» Aim of the task
The material below holds a span beginning at the line with "c.lineJoin = 'round';" and ending at the line with "function trace(path, color, width, dash)". Quote that span exactly, both ends included, and only that span.
***** Given entries
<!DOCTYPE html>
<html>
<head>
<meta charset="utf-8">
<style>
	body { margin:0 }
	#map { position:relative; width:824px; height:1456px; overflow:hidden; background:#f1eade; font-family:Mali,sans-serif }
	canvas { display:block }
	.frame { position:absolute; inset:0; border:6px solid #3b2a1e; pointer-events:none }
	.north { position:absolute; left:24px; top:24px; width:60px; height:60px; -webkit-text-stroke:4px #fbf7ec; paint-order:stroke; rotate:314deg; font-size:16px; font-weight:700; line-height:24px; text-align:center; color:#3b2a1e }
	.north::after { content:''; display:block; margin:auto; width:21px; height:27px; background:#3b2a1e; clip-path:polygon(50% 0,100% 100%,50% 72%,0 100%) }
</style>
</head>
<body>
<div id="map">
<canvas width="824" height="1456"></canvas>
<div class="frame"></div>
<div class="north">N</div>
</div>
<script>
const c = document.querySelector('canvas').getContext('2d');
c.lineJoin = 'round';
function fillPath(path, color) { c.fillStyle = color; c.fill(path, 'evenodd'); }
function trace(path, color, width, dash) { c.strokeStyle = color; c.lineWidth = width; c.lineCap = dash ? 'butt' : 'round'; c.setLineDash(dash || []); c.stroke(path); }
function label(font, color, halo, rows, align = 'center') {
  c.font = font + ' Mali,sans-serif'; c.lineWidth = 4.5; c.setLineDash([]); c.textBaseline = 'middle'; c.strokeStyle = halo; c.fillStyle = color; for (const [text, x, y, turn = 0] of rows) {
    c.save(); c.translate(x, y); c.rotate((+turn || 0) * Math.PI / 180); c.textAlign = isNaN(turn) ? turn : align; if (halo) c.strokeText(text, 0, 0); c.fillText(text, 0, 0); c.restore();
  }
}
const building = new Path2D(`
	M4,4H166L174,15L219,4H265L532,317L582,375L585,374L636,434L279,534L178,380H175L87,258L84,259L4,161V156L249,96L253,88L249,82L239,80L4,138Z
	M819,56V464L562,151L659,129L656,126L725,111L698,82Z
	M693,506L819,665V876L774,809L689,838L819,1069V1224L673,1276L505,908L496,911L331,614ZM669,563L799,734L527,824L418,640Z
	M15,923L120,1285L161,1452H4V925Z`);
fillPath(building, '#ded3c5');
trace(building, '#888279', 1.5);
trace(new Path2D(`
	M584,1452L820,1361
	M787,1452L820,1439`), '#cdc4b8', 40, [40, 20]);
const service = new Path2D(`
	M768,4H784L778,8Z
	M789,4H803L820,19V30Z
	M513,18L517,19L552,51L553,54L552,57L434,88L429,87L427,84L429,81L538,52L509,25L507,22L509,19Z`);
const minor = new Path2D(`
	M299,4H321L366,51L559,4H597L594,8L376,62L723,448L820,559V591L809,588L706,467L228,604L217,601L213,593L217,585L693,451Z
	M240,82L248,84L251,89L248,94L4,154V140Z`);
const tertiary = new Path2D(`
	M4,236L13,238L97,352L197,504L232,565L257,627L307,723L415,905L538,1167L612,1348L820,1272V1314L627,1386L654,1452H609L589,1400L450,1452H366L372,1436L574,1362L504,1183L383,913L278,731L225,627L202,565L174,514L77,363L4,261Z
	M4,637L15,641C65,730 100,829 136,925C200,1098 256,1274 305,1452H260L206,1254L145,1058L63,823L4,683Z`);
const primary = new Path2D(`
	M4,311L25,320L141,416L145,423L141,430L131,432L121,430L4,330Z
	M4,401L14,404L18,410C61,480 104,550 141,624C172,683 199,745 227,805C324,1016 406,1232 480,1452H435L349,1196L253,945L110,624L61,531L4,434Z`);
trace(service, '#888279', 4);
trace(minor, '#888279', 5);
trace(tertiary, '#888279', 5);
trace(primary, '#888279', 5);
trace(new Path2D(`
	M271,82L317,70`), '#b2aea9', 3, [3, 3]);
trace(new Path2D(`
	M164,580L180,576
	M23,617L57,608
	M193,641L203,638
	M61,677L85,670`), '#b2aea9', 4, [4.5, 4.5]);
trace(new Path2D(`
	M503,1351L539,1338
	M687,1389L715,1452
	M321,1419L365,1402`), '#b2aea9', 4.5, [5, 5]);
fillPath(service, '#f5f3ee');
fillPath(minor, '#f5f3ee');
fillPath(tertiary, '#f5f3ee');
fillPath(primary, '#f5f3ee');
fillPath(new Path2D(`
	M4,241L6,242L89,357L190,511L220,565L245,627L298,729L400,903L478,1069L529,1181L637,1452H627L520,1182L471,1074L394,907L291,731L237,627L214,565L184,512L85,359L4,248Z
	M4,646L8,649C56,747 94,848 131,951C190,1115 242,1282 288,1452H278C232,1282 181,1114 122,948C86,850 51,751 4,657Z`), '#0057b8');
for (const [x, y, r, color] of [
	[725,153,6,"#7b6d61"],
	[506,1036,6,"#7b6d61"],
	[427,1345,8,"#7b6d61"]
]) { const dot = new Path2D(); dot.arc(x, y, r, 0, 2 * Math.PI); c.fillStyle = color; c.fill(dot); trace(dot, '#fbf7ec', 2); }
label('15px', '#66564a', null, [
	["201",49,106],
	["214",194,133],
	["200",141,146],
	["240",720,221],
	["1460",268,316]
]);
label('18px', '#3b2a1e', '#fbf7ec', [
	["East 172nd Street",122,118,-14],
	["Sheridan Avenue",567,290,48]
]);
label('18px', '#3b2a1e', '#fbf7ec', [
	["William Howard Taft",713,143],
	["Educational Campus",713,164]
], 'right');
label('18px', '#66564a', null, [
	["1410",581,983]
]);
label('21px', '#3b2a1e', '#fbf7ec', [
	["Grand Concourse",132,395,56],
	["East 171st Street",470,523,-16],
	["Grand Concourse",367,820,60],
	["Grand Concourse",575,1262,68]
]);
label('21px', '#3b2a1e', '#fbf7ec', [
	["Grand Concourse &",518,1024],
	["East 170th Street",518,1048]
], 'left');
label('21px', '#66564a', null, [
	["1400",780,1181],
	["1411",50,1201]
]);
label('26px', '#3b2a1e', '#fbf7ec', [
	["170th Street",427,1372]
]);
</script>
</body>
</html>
**********
» Expected answer
c.lineJoin = 'round';
function fillPath(path, color) { c.fillStyle = color; c.fill(path, 'evenodd'); }
function trace(path, color, width, dash) { c.strokeStyle = color; c.lineWidth = width; c.lineCap = dash ? 'butt' : 'round'; c.setLineDash(dash || []); c.stroke(path); }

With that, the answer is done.